Check each line of the entries for "stroke" and report the ones that have it.

(Beginning of DATASET EXTRACT)

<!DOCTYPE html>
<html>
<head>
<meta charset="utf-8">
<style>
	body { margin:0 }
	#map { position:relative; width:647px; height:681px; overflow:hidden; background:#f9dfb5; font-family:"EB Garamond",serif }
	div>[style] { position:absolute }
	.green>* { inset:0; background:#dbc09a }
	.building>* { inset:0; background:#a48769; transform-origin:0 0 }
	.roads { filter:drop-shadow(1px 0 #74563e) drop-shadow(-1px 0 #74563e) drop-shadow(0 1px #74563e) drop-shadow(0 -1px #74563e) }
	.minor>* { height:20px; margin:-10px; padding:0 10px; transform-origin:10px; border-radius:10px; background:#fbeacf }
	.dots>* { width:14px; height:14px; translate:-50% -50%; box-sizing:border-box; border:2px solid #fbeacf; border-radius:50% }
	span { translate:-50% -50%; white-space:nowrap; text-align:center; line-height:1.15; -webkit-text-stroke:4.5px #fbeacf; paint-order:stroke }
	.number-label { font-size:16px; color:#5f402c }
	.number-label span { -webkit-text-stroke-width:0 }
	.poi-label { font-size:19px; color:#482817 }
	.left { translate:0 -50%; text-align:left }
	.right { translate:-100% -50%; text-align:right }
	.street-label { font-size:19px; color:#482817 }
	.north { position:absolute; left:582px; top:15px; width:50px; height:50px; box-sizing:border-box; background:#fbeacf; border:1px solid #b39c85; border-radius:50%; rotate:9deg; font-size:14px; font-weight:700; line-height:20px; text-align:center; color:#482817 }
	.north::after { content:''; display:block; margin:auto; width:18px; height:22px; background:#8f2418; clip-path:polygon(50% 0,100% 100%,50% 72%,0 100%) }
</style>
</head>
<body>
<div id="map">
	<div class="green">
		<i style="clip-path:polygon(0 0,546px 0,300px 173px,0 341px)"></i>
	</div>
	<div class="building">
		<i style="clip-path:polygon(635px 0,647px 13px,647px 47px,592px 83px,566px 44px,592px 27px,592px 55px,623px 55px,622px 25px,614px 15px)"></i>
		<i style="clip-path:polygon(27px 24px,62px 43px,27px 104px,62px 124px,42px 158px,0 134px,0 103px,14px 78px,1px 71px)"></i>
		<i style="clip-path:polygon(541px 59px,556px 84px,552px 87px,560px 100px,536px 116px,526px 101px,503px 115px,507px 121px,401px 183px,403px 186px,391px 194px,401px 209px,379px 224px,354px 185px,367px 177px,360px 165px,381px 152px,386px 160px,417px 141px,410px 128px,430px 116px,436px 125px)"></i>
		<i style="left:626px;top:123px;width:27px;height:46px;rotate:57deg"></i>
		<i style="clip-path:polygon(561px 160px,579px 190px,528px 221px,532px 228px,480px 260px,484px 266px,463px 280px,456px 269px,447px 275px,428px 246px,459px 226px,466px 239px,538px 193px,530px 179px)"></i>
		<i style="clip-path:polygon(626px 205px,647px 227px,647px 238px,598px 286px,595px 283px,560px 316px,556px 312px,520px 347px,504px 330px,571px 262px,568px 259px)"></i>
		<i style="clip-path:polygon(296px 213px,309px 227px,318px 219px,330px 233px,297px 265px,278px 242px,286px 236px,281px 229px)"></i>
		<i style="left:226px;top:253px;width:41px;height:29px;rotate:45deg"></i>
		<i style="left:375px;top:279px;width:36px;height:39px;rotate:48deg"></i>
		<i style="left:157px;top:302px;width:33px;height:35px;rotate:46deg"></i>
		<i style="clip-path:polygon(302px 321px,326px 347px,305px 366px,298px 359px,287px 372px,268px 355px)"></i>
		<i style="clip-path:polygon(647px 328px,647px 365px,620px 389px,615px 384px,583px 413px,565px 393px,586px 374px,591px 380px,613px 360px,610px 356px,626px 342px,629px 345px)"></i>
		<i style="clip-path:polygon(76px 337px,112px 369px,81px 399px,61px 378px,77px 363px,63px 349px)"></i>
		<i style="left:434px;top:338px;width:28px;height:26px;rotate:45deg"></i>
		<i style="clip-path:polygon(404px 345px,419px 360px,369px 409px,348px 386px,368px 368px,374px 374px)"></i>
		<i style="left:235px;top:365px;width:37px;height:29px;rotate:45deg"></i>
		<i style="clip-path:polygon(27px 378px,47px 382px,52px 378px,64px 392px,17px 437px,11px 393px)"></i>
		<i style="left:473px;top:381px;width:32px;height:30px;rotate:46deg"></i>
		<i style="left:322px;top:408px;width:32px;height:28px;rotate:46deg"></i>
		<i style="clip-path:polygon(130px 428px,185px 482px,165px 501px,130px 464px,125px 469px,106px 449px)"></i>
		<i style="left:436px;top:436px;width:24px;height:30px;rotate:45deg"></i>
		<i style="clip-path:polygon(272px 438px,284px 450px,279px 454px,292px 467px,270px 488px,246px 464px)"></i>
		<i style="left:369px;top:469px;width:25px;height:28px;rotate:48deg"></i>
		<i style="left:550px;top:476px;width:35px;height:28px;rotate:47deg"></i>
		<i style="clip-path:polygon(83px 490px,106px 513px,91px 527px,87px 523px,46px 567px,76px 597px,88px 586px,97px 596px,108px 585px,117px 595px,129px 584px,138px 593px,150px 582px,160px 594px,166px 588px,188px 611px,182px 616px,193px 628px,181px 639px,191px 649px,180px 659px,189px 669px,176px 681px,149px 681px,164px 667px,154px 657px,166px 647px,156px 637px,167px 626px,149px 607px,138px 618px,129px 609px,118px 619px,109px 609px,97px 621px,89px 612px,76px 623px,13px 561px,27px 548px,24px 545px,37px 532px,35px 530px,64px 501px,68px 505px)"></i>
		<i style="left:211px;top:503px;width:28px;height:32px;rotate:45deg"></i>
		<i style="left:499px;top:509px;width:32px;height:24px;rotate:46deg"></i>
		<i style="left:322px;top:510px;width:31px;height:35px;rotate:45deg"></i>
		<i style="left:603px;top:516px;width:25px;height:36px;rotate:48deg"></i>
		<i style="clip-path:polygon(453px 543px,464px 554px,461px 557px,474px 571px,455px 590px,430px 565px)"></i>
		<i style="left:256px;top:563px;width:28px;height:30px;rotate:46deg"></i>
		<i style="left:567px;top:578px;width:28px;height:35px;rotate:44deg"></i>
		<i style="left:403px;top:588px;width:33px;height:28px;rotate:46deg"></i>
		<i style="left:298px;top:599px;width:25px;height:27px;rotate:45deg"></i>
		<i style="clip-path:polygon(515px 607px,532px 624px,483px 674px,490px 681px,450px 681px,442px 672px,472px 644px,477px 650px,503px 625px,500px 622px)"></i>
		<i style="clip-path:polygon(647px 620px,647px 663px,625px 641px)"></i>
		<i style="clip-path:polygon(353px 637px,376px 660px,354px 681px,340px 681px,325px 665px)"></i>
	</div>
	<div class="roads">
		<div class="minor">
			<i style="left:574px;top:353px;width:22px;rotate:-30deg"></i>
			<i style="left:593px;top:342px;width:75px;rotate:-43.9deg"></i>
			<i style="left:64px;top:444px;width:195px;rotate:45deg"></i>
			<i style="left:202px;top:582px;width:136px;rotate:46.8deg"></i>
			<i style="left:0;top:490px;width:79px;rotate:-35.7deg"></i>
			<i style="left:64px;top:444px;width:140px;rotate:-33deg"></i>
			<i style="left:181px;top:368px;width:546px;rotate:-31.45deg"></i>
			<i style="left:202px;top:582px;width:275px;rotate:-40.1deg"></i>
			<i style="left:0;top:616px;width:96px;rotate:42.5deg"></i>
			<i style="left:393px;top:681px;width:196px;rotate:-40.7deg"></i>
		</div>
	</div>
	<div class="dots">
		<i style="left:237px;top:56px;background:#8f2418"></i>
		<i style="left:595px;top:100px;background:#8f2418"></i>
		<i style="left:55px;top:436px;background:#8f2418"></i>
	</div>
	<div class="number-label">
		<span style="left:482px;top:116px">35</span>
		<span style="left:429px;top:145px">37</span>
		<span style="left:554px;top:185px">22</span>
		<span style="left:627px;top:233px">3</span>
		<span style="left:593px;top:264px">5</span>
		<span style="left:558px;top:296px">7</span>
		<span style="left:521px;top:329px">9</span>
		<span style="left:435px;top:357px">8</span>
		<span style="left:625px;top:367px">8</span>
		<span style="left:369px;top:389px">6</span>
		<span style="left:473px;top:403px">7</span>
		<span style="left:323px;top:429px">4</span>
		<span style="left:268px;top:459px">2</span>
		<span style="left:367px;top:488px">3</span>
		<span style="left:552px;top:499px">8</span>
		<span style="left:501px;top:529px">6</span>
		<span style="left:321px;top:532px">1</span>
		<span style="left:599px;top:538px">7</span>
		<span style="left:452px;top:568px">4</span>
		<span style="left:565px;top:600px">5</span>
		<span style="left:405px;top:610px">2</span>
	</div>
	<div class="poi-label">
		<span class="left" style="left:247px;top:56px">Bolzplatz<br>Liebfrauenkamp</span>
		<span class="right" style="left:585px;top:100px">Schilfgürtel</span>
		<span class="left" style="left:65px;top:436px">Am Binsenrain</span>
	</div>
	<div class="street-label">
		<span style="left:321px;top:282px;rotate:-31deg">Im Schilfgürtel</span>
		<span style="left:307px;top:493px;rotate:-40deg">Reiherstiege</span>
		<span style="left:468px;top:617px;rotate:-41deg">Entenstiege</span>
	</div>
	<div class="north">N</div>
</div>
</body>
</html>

(End of DATASET EXTRACT)

• [EXERCISE RESPONSE]:
	span { translate:-50% -50%; white-space:nowrap; text-align:center; line-height:1.15; -webkit-text-stroke:4.5px #fbeacf; paint-order:stroke }
	.number-label span { -webkit-text-stroke-width:0 }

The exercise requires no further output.